[Source records]
+-------+

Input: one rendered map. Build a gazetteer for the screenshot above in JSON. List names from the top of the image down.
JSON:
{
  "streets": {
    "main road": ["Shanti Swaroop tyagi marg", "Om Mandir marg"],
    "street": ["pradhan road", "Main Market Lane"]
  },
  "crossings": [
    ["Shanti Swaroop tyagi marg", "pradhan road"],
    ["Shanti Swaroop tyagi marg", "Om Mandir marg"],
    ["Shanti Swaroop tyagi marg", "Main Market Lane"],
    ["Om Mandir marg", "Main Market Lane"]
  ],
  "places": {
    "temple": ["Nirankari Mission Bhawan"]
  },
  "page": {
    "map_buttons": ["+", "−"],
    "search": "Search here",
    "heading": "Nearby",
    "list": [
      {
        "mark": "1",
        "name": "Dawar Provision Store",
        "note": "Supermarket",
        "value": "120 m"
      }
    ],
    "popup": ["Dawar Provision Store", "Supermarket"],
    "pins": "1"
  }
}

+-------+

Character for character, reproduce all of the lines above.

#### [Answer]
Input: one rendered map. Build a gazetteer for the screenshot above in JSON. List names from the top of the image down.
JSON:
{
  "streets": {
    "main road": ["Shanti Swaroop tyagi marg", "Om Mandir marg"],
    "street": ["pradhan road", "Main Market Lane"]
  },
  "crossings": [
    ["Shanti Swaroop tyagi marg", "pradhan road"],
    ["Shanti Swaroop tyagi marg", "Om Mandir marg"],
    ["Shanti Swaroop tyagi marg", "Main Market Lane"],
    ["Om Mandir marg", "Main Market Lane"]
  ],
  "places": {
    "temple": ["Nirankari Mission Bhawan"]
  },
  "page": {
    "map_buttons": ["+", "−"],
    "search": "Search here",
    "heading": "Nearby",
    "list": [
      {
        "mark": "1",
        "name": "Dawar Provision Store",
        "note": "Supermarket",
        "value": "120 m"
      }
    ],
    "popup": ["Dawar Provision Store", "Supermarket"],
    "pins": "1"
  }
}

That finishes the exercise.